What you have to do »
From first line to last, give the material again unchanged.

Available data »
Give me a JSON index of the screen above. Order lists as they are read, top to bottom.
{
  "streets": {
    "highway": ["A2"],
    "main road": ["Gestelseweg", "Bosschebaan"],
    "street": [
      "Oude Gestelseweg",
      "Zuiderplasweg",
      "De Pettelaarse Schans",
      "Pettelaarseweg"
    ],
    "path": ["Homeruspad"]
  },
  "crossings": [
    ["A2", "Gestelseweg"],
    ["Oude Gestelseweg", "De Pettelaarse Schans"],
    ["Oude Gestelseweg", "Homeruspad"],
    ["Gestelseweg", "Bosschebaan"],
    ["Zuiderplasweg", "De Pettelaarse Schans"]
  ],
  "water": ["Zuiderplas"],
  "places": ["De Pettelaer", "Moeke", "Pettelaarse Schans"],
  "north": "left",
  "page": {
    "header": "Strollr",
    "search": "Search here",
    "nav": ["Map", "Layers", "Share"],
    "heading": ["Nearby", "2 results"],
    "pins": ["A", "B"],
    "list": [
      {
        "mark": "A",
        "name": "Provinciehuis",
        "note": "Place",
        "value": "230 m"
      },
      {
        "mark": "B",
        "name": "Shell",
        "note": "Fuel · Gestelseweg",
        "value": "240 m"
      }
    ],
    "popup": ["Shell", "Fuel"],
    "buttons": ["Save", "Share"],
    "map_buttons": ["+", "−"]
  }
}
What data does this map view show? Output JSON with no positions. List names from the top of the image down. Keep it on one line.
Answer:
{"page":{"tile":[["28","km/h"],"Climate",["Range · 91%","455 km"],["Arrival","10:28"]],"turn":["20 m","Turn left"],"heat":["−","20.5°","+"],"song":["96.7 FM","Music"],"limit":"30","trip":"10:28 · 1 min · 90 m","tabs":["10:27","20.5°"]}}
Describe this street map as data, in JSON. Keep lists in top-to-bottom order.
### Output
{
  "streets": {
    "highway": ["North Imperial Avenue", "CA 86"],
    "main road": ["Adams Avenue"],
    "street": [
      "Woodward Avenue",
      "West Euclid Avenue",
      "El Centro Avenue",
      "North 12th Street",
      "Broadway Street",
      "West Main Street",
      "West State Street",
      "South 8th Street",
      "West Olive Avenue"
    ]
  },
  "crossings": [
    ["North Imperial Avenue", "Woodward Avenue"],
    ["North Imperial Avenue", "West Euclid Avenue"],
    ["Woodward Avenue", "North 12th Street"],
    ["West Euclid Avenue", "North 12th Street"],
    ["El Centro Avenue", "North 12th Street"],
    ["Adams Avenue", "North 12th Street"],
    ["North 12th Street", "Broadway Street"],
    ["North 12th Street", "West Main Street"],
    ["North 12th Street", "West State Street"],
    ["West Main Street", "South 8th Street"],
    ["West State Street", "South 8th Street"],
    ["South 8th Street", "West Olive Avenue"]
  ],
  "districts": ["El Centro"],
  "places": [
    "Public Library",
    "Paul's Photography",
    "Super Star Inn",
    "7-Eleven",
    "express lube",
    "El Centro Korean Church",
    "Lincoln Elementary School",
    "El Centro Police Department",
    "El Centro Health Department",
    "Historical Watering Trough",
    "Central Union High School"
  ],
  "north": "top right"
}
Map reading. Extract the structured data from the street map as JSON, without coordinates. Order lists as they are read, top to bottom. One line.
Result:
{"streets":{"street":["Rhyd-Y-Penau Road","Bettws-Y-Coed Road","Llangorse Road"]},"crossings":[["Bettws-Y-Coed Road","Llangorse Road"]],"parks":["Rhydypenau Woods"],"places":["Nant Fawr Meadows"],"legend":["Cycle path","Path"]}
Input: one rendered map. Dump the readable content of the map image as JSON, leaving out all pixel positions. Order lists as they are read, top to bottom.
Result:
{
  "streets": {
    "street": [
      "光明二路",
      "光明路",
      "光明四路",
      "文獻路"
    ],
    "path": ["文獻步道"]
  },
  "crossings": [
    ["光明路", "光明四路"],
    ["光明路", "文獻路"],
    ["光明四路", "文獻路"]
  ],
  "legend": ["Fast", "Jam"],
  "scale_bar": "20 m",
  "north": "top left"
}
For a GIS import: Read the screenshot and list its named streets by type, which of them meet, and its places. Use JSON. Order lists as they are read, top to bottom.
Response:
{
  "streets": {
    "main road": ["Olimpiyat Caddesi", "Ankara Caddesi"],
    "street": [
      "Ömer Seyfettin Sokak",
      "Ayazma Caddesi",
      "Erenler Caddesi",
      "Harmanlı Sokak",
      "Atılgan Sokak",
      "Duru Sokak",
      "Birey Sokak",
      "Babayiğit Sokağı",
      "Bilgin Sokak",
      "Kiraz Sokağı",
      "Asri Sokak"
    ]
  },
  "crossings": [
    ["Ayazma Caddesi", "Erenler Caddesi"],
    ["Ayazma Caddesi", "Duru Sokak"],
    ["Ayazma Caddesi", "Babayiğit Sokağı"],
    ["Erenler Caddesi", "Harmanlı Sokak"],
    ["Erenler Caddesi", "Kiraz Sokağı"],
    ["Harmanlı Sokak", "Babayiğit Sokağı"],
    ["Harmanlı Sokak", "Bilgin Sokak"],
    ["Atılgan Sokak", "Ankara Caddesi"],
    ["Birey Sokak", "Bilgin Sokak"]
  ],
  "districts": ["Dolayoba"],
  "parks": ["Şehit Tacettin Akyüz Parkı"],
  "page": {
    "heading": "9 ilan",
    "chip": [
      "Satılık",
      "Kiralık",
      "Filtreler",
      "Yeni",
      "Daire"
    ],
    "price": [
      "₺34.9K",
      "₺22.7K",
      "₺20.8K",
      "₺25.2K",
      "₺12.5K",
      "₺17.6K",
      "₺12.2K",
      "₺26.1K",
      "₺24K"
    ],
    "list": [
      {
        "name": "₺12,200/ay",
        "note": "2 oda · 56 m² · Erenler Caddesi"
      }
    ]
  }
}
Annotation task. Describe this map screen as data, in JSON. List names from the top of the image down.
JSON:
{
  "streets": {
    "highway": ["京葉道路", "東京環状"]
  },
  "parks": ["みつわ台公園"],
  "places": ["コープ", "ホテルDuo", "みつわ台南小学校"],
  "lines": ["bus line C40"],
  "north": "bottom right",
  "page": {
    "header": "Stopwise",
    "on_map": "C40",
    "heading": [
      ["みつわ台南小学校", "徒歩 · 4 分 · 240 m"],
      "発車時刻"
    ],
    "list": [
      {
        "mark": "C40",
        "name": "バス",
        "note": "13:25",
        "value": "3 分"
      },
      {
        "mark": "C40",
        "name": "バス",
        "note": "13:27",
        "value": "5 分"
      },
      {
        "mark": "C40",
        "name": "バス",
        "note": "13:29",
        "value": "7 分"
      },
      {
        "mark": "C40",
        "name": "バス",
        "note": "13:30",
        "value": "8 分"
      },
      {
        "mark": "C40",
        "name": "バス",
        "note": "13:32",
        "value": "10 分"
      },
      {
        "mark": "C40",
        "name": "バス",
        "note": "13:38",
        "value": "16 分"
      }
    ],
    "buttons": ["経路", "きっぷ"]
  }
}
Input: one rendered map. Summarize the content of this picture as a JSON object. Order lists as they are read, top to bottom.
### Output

Response to this exercise »
Give me a JSON index of the screen above. Order lists as they are read, top to bottom.
{
  "streets": {
    "highway": ["A2"],
    "main road": ["Gestelseweg", "Bosschebaan"],
    "street": [
      "Oude Gestelseweg",
      "Zuiderplasweg",
      "De Pettelaarse Schans",
      "Pettelaarseweg"
    ],
    "path": ["Homeruspad"]
  },
  "crossings": [
    ["A2", "Gestelseweg"],
    ["Oude Gestelseweg", "De Pettelaarse Schans"],
    ["Oude Gestelseweg", "Homeruspad"],
    ["Gestelseweg", "Bosschebaan"],
    ["Zuiderplasweg", "De Pettelaarse Schans"]
  ],
  "water": ["Zuiderplas"],
  "places": ["De Pettelaer", "Moeke", "Pettelaarse Schans"],
  "north": "left",
  "page": {
    "header": "Strollr",
    "search": "Search here",
    "nav": ["Map", "Layers", "Share"],
    "heading": ["Nearby", "2 results"],
    "pins": ["A", "B"],
    "list": [
      {
        "mark": "A",
        "name": "Provinciehuis",
        "note": "Place",
        "value": "230 m"
      },
      {
        "mark": "B",
        "name": "Shell",
        "note": "Fuel · Gestelseweg",
        "value": "240 m"
      }
    ],
    "popup": ["Shell", "Fuel"],
    "buttons": ["Save", "Share"],
    "map_buttons": ["+", "−"]
  }
}
What data does this map view show? Output JSON with no positions. List names from the top of the image down. Keep it on one line.
Answer:
{"page":{"tile":[["28","km/h"],"Climate",["Range · 91%","455 km"],["Arrival","10:28"]],"turn":["20 m","Turn left"],"heat":["−","20.5°","+"],"song":["96.7 FM","Music"],"limit":"30","trip":"10:28 · 1 min · 90 m","tabs":["10:27","20.5°"]}}
Describe this street map as data, in JSON. Keep lists in top-to-bottom order.
### Output
{
  "streets": {
    "highway": ["North Imperial Avenue", "CA 86"],
    "main road": ["Adams Avenue"],
    "street": [
      "Woodward Avenue",
      "West Euclid Avenue",
      "El Centro Avenue",
      "North 12th Street",
      "Broadway Street",
      "West Main Street",
      "West State Street",
      "South 8th Street",
      "West Olive Avenue"
    ]
  },
  "crossings": [
    ["North Imperial Avenue", "Woodward Avenue"],
    ["North Imperial Avenue", "West Euclid Avenue"],
    ["Woodward Avenue", "North 12th Street"],
    ["West Euclid Avenue", "North 12th Street"],
    ["El Centro Avenue", "North 12th Street"],
    ["Adams Avenue", "North 12th Street"],
    ["North 12th Street", "Broadway Street"],
    ["North 12th Street", "West Main Street"],
    ["North 12th Street", "West State Street"],
    ["West Main Street", "South 8th Street"],
    ["West State Street", "South 8th Street"],
    ["South 8th Street", "West Olive Avenue"]
  ],
  "districts": ["El Centro"],
  "places": [
    "Public Library",
    "Paul's Photography",
    "Super Star Inn",
    "7-Eleven",
    "express lube",
    "El Centro Korean Church",
    "Lincoln Elementary School",
    "El Centro Police Department",
    "El Centro Health Department",
    "Historical Watering Trough",
    "Central Union High School"
  ],
  "north": "top right"
}
Map reading. Extract the structured data from the street map as JSON, without coordinates. Order lists as they are read, top to bottom. One line.
Result:
{"streets":{"street":["Rhyd-Y-Penau Road","Bettws-Y-Coed Road","Llangorse Road"]},"crossings":[["Bettws-Y-Coed Road","Llangorse Road"]],"parks":["Rhydypenau Woods"],"places":["Nant Fawr Meadows"],"legend":["Cycle path","Path"]}
Input: one rendered map. Dump the readable content of the map image as JSON, leaving out all pixel positions. Order lists as they are read, top to bottom.
Result:
{
  "streets": {
    "street": [
      "光明二路",
      "光明路",
      "光明四路",
      "文獻路"
    ],
    "path": ["文獻步道"]
  },
  "crossings": [
    ["光明路", "光明四路"],
    ["光明路", "文獻路"],
    ["光明四路", "文獻路"]
  ],
  "legend": ["Fast", "Jam"],
  "scale_bar": "20 m",
  "north": "top left"
}
For a GIS import: Read the screenshot and list its named streets by type, which of them meet, and its places. Use JSON. Order lists as they are read, top to bottom.
Response:
{
  "streets": {
    "main road": ["Olimpiyat Caddesi", "Ankara Caddesi"],
    "street": [
      "Ömer Seyfettin Sokak",
      "Ayazma Caddesi",
      "Erenler Caddesi",
      "Harmanlı Sokak",
      "Atılgan Sokak",
      "Duru Sokak",
      "Birey Sokak",
      "Babayiğit Sokağı",
      "Bilgin Sokak",
      "Kiraz Sokağı",
      "Asri Sokak"
    ]
  },
  "crossings": [
    ["Ayazma Caddesi", "Erenler Caddesi"],
    ["Ayazma Caddesi", "Duru Sokak"],
    ["Ayazma Caddesi", "Babayiğit Sokağı"],
    ["Erenler Caddesi", "Harmanlı Sokak"],
    ["Erenler Caddesi", "Kiraz Sokağı"],
    ["Harmanlı Sokak", "Babayiğit Sokağı"],
    ["Harmanlı Sokak", "Bilgin Sokak"],
    ["Atılgan Sokak", "Ankara Caddesi"],
    ["Birey Sokak", "Bilgin Sokak"]
  ],
  "districts": ["Dolayoba"],
  "parks": ["Şehit Tacettin Akyüz Parkı"],
  "page": {
    "heading": "9 ilan",
    "chip": [
      "Satılık",
      "Kiralık",
      "Filtreler",
      "Yeni",
      "Daire"
    ],
    "price": [
      "₺34.9K",
      "₺22.7K",
      "₺20.8K",
      "₺25.2K",
      "₺12.5K",
      "₺17.6K",
      "₺12.2K",
      "₺26.1K",
      "₺24K"
    ],
    "list": [
      {
        "name": "₺12,200/ay",
        "note": "2 oda · 56 m² · Erenler Caddesi"
      }
    ]
  }
}
Annotation task. Describe this map screen as data, in JSON. List names from the top of the image down.
JSON:
{
  "streets": {
    "highway": ["京葉道路", "東京環状"]
  },
  "parks": ["みつわ台公園"],
  "places": ["コープ", "ホテルDuo", "みつわ台南小学校"],
  "lines": ["bus line C40"],
  "north": "bottom right",
  "page": {
    "header": "Stopwise",
    "on_map": "C40",
    "heading": [
      ["みつわ台南小学校", "徒歩 · 4 分 · 240 m"],
      "発車時刻"
    ],
    "list": [
      {
        "mark": "C40",
        "name": "バス",
        "note": "13:25",
        "value": "3 分"
      },
      {
        "mark": "C40",
        "name": "バス",
        "note": "13:27",
        "value": "5 分"
      },
      {
        "mark": "C40",
        "name": "バス",
        "note": "13:29",
        "value": "7 分"
      },
      {
        "mark": "C40",
        "name": "バス",
        "note": "13:30",
        "value": "8 分"
      },
      {
        "mark": "C40",
        "name": "バス",
        "note": "13:32",
        "value": "10 分"
      },
      {
        "mark": "C40",
        "name": "バス",
        "note": "13:38",
        "value": "16 分"
      }
    ],
    "buttons": ["経路", "きっぷ"]
  }
}
Input: one rendered map. Summarize the content of this picture as a JSON object. Order lists as they are read, top to bottom.
### Output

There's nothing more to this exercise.